We are also busy, Mr. Teacher. Do you know how much time it takes to draft and send e-mails, getting the words just right? How long it takes to schedule meetings and re-arrange diaries to make them? We don’t want this, any more than you do.

Oh, and one last thing – when that little girl was crying this morning because she didn’t want to come into your classroom either, it was not ok for you to say, “sit down, there’s no need for tears”, like you were telling her off for crying. She’ll be the judge of that. She evidently felt like crying so there was a need for tears.

If you don’t like having children hiding behind pillars and crying in your doorway, may I suggest a change of approach? Because otherwise you’ll end up with parents crying on your doorstep and I can’t imagine you’ll enjoy that.

Sincerely,

That Mother Who Can’t Get Her Son Into School

 

Dear Teacher,

Thank you for taking the time to speak with me when I sought you out on the playground again. Thank you for not pulling the “Oh my God, it’s her again” face and for smiling at me – it really did make the chat easier.

I appreciate it is tricky for you that I am reporting one thing at home and you are seeing another thing in your classroom. I tried to be a bit braver in our chat this time. When you said, “With all due respect, he seems happy in school,” I managed to say that I understood that but that you need to understand that from my point of view, as his Mum, it is very unpleasant for me to hear him saying he doesn’t want to go to school all evening or pretending he feels sick when he should be going to sleep.
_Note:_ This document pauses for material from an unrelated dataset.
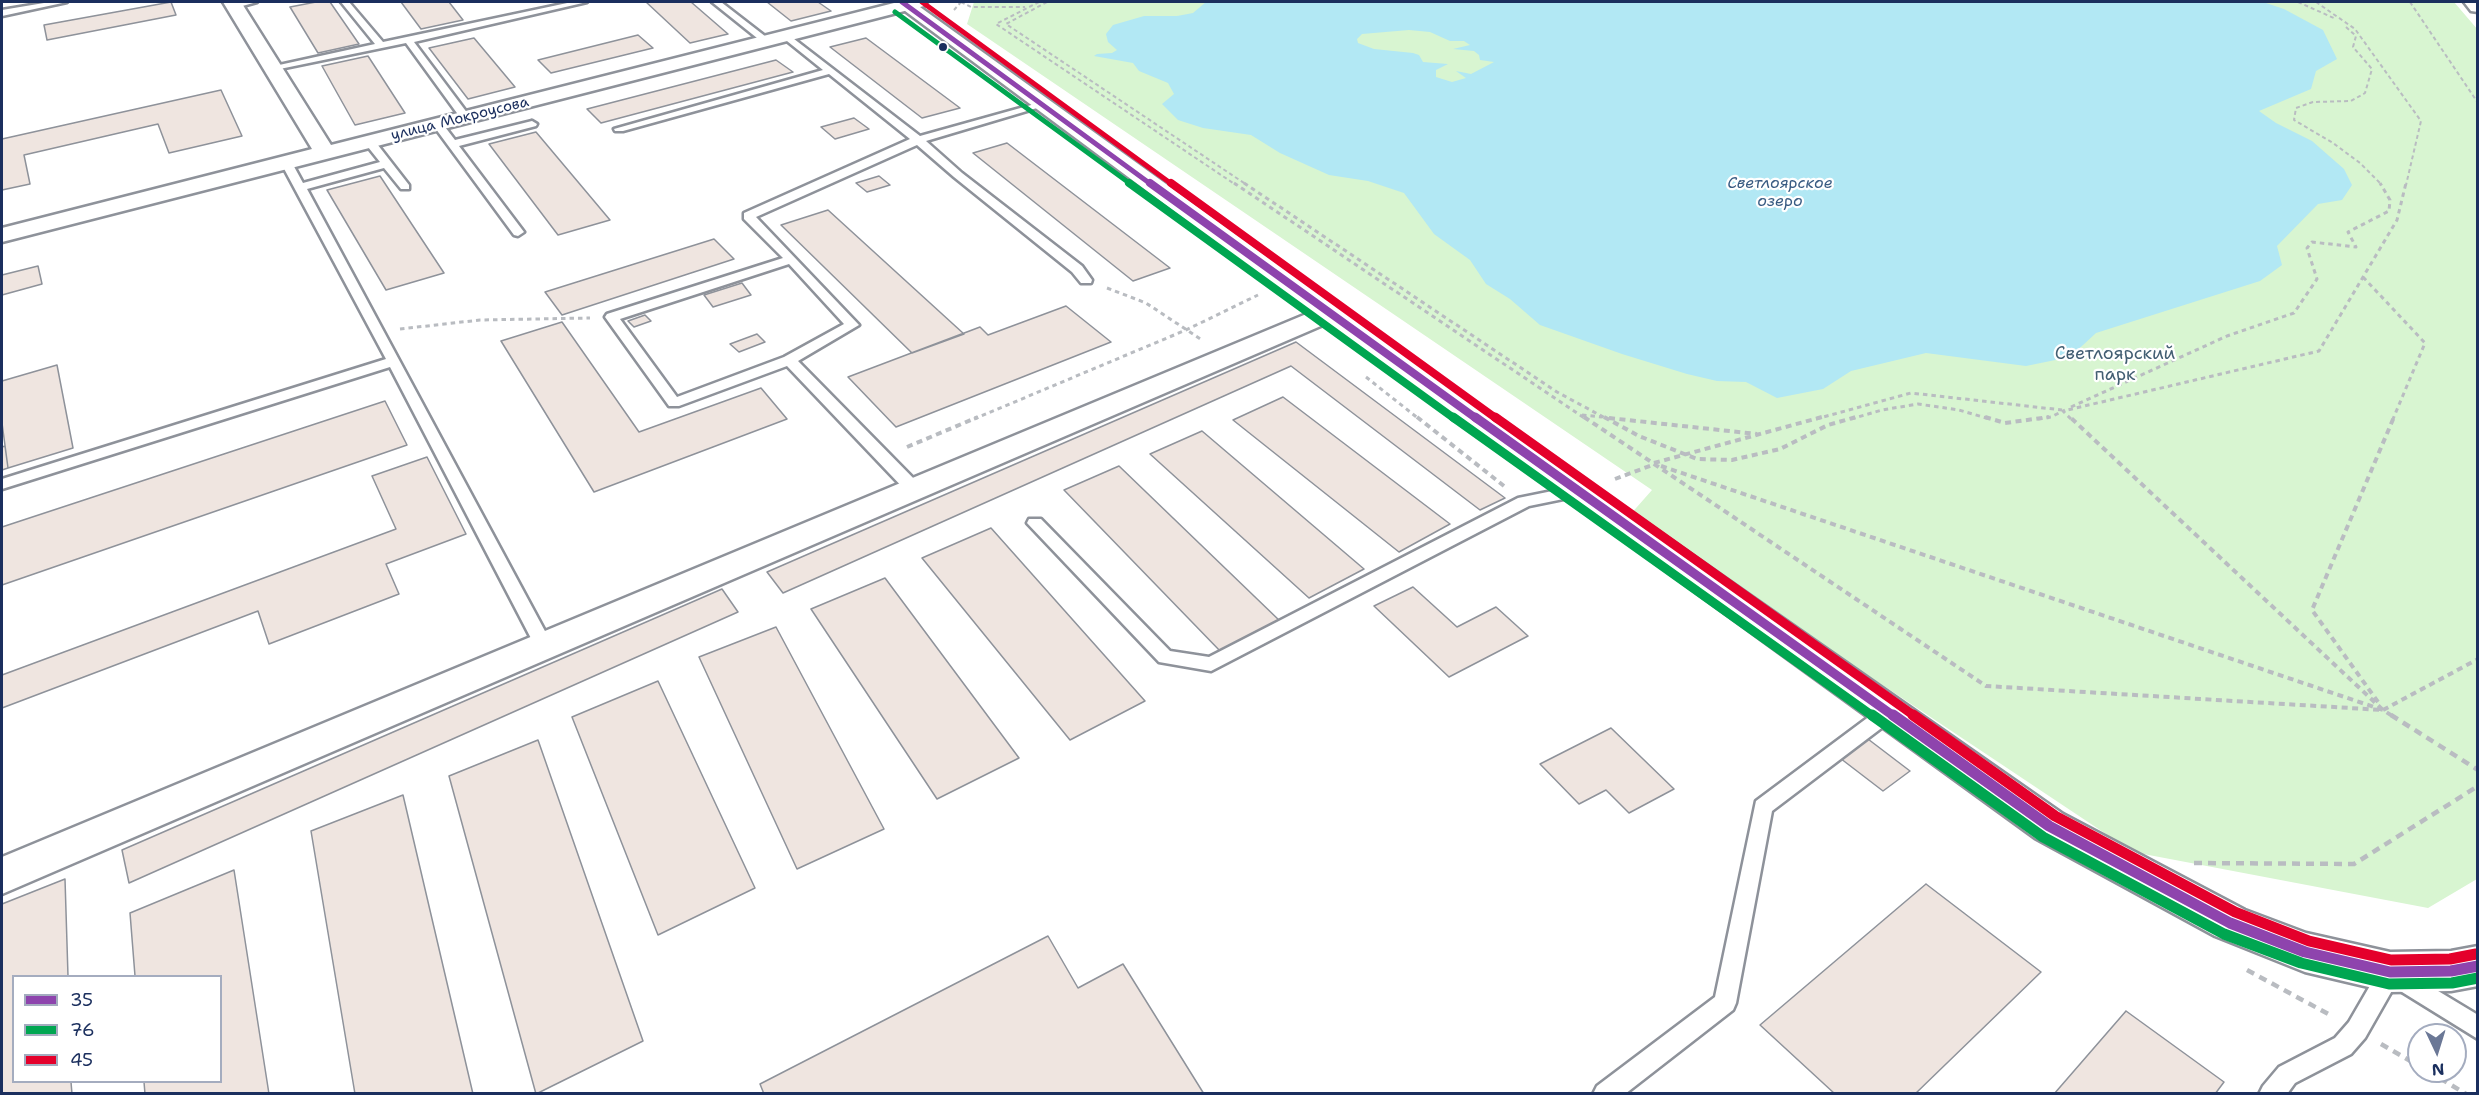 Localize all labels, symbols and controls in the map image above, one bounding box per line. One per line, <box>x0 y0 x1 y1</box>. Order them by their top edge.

It is also unpleasant when he wakes me before my alarm to tell me he doesn’t want to go to school today. That is difficult for a parent to hear. Thank you for acknowledging my viewpoint, when I said that.

I also tried to tackle the way you engage with my son on his arrival at school. I didn’t really know how to say it and I didn’t want you to feel I was attacking you. I’m glad that when I mentioned some small things that had made a difference such as having Golden Time to look forward to or when his TA asked him for help with the photocopier, you realised you might need to change what you say to him to something brighter or more encouraging.

It was helpful for me to get some insights into the issues you might be facing with him in the classroom and for me to see that you do like him and you do spend time puzzling over his behaviour. You said you appreciated me coming to speak to you, rather than e-mailing and I said I found it useful too – perhaps we could speak more often?

I think our chat helped because this week, I haven’t had to propel Little Bear over the threshold at all. I noticed you came outside of your classroom door yesterday morning which was nice. It made you much more visible and easier to speak to. It’s a lot friendlier than the leaning.

I know you felt bad calling me over at the end of school a couple of days after our chat to tell me that Little Bear had called someone a name and had been a little over-familiar with his personal boundaries. I didn’t mind you doing that at all. I would far rather you spoke with me. It meant that I could chat about personal boundaries and social rules at home (over dinner, as one does) and I could send a consistent message to Little Bear: the rules are the same at home and school. It is good for him to know that we talk and that we agree with each other. I suspect you will see improvements in his behaviour if we keep it up.

We’re taking it a day at a time but hooray for a better week so far!